▶ Work to complete
How many lines of the data contain the string "water"? Write the number and nothing more.

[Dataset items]
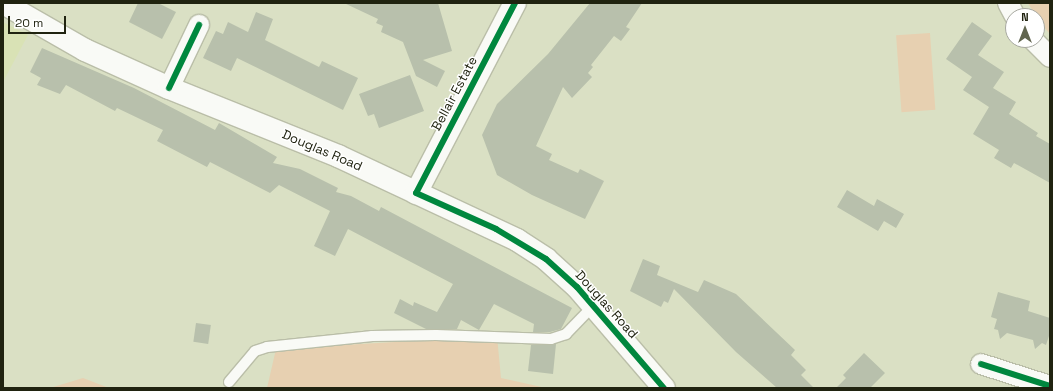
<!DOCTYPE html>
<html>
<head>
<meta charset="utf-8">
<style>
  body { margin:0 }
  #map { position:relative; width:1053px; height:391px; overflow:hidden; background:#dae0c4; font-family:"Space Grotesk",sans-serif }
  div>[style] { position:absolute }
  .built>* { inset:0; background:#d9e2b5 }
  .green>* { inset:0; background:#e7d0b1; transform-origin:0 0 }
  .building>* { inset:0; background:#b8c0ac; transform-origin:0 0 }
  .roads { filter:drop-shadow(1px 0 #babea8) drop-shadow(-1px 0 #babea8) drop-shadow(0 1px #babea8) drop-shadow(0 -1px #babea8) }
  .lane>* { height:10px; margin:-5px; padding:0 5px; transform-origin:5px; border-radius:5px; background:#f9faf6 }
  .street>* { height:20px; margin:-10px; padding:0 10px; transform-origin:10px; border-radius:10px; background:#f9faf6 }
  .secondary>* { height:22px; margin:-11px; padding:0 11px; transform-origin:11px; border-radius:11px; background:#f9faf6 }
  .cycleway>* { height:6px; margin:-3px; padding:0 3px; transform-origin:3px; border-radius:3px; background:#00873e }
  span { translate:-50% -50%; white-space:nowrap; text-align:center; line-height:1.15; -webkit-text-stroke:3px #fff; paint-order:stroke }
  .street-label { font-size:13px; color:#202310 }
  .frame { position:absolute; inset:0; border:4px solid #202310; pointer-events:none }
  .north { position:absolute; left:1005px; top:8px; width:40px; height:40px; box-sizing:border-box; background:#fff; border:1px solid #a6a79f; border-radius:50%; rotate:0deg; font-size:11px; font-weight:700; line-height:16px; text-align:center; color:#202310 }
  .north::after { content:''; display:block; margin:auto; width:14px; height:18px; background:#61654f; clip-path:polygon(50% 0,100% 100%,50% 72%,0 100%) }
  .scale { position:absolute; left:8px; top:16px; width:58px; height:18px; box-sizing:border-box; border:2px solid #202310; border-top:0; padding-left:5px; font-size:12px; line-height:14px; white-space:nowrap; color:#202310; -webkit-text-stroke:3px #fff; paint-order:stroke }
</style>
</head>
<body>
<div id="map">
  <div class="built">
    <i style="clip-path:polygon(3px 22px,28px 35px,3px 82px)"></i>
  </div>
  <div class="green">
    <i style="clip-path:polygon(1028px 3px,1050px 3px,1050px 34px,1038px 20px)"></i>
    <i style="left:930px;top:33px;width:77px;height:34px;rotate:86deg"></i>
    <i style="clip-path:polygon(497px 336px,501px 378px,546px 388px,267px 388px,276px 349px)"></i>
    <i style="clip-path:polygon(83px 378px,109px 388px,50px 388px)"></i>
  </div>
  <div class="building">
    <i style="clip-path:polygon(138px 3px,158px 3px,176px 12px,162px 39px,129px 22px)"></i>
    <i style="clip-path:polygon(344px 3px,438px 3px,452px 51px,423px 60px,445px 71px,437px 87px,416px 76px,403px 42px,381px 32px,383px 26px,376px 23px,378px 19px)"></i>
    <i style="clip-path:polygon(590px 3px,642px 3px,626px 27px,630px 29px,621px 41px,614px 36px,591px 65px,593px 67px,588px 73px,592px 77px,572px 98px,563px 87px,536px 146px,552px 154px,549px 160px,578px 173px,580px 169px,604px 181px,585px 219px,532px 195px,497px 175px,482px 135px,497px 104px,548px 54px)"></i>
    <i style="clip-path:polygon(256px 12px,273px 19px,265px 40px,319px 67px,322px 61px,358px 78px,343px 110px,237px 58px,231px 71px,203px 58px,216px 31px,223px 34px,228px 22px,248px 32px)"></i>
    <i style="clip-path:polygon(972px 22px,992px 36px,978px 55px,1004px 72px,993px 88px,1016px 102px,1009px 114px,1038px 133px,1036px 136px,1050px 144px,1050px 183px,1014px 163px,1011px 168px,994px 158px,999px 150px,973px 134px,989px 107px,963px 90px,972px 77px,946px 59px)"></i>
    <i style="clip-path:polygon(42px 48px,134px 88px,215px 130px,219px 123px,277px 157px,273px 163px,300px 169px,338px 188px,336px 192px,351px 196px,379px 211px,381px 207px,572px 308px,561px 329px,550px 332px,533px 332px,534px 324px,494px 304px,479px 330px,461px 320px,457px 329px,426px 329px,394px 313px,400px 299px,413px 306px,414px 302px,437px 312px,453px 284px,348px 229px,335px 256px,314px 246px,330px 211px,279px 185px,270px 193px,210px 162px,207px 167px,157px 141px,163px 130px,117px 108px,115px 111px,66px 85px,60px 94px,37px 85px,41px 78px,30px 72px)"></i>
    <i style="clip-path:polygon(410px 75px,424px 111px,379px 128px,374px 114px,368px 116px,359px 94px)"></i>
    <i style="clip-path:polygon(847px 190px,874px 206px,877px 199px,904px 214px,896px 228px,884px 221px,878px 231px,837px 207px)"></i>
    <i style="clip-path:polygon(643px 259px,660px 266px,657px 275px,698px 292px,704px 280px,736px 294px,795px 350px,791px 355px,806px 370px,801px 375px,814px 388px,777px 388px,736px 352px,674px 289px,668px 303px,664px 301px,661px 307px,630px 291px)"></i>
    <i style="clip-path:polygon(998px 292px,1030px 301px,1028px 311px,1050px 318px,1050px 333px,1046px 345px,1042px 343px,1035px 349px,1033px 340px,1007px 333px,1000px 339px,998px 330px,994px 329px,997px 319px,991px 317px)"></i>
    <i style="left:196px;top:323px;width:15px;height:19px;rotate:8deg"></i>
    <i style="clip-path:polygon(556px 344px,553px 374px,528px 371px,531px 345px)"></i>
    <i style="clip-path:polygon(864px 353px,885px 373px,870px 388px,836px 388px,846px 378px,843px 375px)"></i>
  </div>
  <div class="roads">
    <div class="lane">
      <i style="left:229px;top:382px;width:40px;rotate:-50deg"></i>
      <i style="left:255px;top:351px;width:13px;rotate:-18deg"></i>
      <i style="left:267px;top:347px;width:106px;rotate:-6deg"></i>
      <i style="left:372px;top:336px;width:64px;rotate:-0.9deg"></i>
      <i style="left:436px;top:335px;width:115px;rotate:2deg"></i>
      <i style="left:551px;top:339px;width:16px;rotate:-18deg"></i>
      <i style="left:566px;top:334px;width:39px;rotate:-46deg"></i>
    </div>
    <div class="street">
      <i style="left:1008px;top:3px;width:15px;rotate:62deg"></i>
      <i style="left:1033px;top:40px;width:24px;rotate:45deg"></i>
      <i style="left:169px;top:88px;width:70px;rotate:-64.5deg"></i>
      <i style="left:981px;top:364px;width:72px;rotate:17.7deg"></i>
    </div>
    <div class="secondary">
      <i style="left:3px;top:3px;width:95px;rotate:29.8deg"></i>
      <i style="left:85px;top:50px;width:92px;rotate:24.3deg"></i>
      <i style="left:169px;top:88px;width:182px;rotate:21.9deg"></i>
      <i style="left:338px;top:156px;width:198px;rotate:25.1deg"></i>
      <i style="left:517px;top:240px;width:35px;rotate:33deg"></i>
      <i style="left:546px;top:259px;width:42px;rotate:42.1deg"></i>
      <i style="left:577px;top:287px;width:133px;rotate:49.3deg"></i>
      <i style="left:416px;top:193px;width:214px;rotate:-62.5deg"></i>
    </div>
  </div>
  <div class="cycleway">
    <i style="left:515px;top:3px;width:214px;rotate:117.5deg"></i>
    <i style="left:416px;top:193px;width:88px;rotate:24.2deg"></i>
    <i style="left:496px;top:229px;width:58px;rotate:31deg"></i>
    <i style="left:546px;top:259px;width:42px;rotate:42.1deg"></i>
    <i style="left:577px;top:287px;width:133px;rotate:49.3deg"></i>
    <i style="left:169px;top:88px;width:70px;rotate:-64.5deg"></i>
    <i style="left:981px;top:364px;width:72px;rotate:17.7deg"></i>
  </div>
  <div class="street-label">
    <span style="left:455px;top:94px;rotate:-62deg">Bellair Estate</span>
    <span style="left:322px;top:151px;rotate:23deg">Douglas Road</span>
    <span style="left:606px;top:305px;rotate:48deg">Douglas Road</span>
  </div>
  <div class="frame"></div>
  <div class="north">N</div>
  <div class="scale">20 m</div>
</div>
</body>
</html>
==
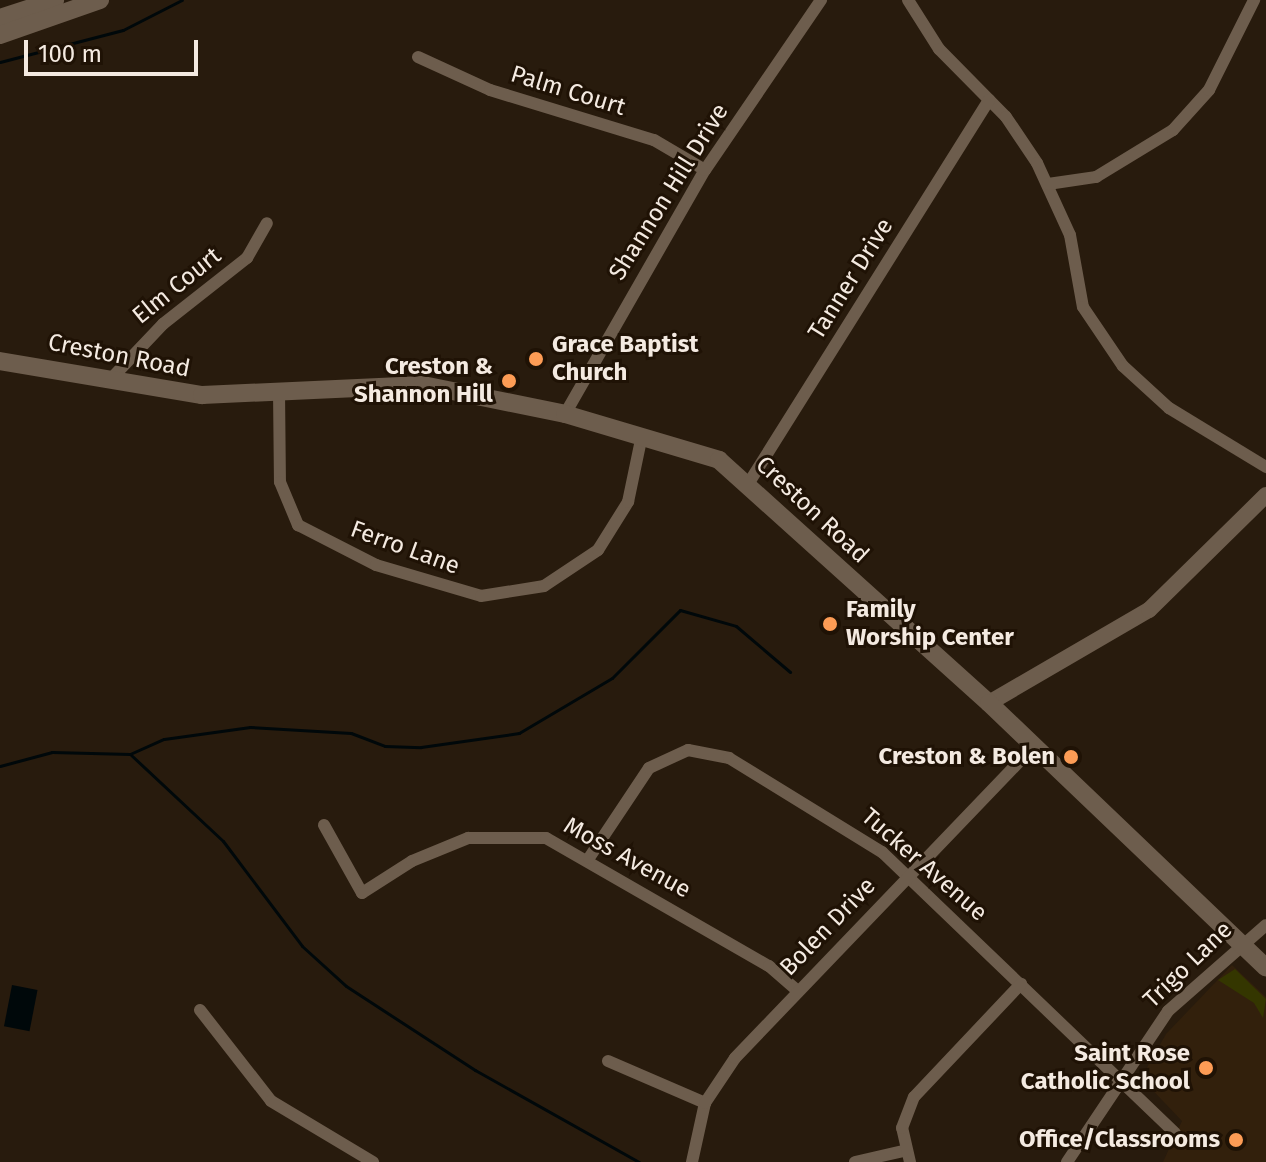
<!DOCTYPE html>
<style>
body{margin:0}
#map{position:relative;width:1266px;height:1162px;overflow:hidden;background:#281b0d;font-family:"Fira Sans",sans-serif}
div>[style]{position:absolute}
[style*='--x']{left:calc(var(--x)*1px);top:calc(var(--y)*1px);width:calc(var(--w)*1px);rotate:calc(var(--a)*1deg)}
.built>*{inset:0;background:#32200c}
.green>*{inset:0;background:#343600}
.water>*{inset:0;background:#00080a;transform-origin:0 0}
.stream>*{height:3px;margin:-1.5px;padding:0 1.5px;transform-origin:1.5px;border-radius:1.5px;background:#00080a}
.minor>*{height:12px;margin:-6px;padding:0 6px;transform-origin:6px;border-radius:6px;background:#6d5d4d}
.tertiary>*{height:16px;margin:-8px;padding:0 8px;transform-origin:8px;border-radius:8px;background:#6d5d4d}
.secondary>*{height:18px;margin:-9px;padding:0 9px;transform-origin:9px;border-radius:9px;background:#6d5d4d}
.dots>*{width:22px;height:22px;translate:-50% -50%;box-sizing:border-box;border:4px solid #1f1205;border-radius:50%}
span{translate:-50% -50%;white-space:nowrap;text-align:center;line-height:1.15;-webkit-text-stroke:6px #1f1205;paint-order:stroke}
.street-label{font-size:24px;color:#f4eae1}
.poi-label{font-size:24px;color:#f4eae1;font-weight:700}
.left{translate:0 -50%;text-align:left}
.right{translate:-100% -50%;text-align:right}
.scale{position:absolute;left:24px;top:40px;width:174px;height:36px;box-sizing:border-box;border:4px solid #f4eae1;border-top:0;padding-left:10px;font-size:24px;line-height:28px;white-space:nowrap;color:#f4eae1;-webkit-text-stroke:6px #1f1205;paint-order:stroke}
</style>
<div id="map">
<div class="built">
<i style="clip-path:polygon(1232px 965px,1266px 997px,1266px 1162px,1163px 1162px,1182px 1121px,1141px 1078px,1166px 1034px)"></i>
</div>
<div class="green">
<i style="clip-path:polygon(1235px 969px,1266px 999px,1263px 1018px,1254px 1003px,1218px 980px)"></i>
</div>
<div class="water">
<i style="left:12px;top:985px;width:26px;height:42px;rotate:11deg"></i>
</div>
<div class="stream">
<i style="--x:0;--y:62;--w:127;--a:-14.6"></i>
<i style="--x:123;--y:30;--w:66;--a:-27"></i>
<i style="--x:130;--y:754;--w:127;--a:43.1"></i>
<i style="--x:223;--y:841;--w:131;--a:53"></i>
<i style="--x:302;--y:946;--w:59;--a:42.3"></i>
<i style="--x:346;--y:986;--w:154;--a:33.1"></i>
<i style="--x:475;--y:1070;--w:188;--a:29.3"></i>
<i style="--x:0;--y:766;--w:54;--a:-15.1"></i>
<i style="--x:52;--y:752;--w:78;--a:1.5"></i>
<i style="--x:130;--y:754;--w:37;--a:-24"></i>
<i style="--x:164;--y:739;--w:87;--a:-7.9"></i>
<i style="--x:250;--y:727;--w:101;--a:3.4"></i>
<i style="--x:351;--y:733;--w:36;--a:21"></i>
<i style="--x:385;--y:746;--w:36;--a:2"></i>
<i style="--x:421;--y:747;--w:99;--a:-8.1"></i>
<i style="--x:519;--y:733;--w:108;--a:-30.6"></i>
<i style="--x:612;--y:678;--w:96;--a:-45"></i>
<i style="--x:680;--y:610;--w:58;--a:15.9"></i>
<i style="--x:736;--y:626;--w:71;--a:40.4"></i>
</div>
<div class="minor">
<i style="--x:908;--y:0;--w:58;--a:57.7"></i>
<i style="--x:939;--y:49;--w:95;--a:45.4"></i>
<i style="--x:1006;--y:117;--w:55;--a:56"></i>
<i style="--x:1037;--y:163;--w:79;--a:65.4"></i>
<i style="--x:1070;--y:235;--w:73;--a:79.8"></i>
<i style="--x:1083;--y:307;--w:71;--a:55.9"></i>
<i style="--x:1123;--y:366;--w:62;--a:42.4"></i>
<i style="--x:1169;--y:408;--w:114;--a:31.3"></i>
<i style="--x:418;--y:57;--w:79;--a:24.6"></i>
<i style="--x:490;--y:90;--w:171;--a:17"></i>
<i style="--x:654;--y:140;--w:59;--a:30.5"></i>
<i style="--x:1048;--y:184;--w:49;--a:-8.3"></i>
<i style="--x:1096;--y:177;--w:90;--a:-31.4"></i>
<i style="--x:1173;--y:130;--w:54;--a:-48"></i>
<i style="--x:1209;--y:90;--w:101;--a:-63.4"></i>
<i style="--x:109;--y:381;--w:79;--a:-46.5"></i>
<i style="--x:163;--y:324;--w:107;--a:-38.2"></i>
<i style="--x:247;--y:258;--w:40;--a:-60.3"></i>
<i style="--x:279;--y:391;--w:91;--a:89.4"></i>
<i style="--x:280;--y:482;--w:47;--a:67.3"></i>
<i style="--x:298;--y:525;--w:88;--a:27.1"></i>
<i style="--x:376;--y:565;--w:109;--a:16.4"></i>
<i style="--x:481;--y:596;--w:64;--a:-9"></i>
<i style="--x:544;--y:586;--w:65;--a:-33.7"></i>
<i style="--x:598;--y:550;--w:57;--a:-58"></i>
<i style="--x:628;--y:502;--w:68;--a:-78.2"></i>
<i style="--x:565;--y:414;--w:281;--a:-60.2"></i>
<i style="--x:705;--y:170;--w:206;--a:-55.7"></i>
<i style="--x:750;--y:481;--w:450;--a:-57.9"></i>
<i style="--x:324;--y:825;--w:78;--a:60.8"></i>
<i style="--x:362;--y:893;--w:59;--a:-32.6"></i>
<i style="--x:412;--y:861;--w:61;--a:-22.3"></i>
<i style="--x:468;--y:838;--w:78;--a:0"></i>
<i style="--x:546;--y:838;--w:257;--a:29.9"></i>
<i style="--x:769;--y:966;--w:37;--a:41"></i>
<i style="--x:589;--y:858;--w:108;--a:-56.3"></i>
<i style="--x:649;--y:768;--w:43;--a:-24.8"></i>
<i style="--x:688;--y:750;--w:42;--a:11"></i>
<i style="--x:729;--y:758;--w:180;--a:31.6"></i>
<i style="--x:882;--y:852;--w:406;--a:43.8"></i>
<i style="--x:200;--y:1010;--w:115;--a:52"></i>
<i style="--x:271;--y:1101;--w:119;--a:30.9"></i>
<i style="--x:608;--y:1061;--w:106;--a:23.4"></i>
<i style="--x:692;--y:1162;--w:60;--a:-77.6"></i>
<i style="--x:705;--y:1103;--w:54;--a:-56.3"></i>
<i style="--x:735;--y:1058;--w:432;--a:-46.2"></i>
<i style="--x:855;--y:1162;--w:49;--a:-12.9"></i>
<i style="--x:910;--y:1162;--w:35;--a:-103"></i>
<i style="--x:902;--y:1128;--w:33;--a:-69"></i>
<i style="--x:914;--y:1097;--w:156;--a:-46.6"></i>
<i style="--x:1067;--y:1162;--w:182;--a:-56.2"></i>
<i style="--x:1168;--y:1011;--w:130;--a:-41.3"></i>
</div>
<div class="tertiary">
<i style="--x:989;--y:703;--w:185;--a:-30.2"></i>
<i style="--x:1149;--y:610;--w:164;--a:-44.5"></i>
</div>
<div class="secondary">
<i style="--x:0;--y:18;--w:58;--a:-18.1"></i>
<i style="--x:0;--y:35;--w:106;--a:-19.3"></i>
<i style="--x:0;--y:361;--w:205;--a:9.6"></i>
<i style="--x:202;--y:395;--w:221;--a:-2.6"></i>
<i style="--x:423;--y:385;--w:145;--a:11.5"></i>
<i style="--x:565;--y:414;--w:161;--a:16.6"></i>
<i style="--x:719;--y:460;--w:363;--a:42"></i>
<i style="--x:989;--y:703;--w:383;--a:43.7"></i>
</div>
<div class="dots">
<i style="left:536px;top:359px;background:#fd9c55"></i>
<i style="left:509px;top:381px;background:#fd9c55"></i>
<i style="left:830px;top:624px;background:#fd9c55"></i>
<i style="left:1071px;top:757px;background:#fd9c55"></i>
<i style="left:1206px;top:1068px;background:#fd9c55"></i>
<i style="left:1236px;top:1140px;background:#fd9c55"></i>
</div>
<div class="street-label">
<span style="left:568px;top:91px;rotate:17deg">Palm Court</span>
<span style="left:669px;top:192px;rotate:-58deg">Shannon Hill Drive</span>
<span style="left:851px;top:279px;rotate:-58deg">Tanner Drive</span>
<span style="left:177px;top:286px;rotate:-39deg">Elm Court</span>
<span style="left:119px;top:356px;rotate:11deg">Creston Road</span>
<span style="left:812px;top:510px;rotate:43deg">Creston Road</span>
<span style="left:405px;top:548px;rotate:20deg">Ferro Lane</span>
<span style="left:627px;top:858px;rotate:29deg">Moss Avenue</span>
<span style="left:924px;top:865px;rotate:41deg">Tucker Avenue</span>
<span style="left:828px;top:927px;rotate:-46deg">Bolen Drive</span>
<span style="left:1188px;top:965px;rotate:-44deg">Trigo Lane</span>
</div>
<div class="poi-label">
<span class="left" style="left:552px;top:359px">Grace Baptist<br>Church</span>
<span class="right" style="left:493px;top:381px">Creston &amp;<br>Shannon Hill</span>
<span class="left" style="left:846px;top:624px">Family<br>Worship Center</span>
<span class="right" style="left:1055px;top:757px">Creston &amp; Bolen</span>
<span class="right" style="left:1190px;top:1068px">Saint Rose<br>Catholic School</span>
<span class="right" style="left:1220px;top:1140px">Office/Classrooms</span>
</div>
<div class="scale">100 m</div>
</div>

▶ Problem solution
2